● **What you have to do**
Each entry needs to be reproduced exactly, with none left out.

● **Provided entries**
· · · · · · ·

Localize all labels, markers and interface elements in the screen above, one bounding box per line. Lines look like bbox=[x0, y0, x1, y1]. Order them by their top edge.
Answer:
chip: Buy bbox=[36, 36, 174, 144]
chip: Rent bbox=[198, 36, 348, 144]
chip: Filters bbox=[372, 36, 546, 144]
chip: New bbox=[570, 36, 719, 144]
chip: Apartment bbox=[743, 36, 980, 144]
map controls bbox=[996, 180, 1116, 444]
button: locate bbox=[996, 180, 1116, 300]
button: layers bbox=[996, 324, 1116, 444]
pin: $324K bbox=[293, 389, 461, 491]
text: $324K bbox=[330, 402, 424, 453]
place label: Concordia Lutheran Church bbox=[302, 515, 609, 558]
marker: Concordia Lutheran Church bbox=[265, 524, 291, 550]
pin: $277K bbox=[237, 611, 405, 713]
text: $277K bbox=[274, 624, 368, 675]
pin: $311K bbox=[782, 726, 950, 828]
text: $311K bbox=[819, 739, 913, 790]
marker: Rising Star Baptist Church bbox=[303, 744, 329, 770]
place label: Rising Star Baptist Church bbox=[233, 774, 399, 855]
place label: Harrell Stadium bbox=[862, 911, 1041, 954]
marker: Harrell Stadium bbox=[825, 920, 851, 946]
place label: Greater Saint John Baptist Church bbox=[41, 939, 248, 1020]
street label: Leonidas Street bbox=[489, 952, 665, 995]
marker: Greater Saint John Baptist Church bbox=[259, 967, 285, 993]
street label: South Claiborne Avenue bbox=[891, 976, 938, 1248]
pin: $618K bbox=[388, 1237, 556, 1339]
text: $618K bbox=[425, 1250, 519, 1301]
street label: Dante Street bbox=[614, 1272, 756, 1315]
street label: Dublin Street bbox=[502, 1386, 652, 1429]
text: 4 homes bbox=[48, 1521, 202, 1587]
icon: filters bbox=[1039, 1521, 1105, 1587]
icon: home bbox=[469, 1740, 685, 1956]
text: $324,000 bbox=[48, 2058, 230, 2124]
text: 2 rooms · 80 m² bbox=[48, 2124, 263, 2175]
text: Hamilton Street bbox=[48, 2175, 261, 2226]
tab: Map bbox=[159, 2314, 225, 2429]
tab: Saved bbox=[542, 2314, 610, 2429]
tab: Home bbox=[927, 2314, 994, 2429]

· · · · · · ·

● **Completed task**
Localize all labels, markers and interface elements in the screen above, one bounding box per line. Lines look like bbox=[x0, y0, x1, y1]. Order them by their top edge.
Answer:
chip: Buy bbox=[36, 36, 174, 144]
chip: Rent bbox=[198, 36, 348, 144]
chip: Filters bbox=[372, 36, 546, 144]
chip: New bbox=[570, 36, 719, 144]
chip: Apartment bbox=[743, 36, 980, 144]
map controls bbox=[996, 180, 1116, 444]
button: locate bbox=[996, 180, 1116, 300]
button: layers bbox=[996, 324, 1116, 444]
pin: $324K bbox=[293, 389, 461, 491]
text: $324K bbox=[330, 402, 424, 453]
place label: Concordia Lutheran Church bbox=[302, 515, 609, 558]
marker: Concordia Lutheran Church bbox=[265, 524, 291, 550]
pin: $277K bbox=[237, 611, 405, 713]
text: $277K bbox=[274, 624, 368, 675]
pin: $311K bbox=[782, 726, 950, 828]
text: $311K bbox=[819, 739, 913, 790]
marker: Rising Star Baptist Church bbox=[303, 744, 329, 770]
place label: Rising Star Baptist Church bbox=[233, 774, 399, 855]
place label: Harrell Stadium bbox=[862, 911, 1041, 954]
marker: Harrell Stadium bbox=[825, 920, 851, 946]
place label: Greater Saint John Baptist Church bbox=[41, 939, 248, 1020]
street label: Leonidas Street bbox=[489, 952, 665, 995]
marker: Greater Saint John Baptist Church bbox=[259, 967, 285, 993]
street label: South Claiborne Avenue bbox=[891, 976, 938, 1248]
pin: $618K bbox=[388, 1237, 556, 1339]
text: $618K bbox=[425, 1250, 519, 1301]
street label: Dante Street bbox=[614, 1272, 756, 1315]
street label: Dublin Street bbox=[502, 1386, 652, 1429]
text: 4 homes bbox=[48, 1521, 202, 1587]
icon: filters bbox=[1039, 1521, 1105, 1587]
icon: home bbox=[469, 1740, 685, 1956]
text: $324,000 bbox=[48, 2058, 230, 2124]
text: 2 rooms · 80 m² bbox=[48, 2124, 263, 2175]
text: Hamilton Street bbox=[48, 2175, 261, 2226]
tab: Map bbox=[159, 2314, 225, 2429]
tab: Saved bbox=[542, 2314, 610, 2429]
tab: Home bbox=[927, 2314, 994, 2429]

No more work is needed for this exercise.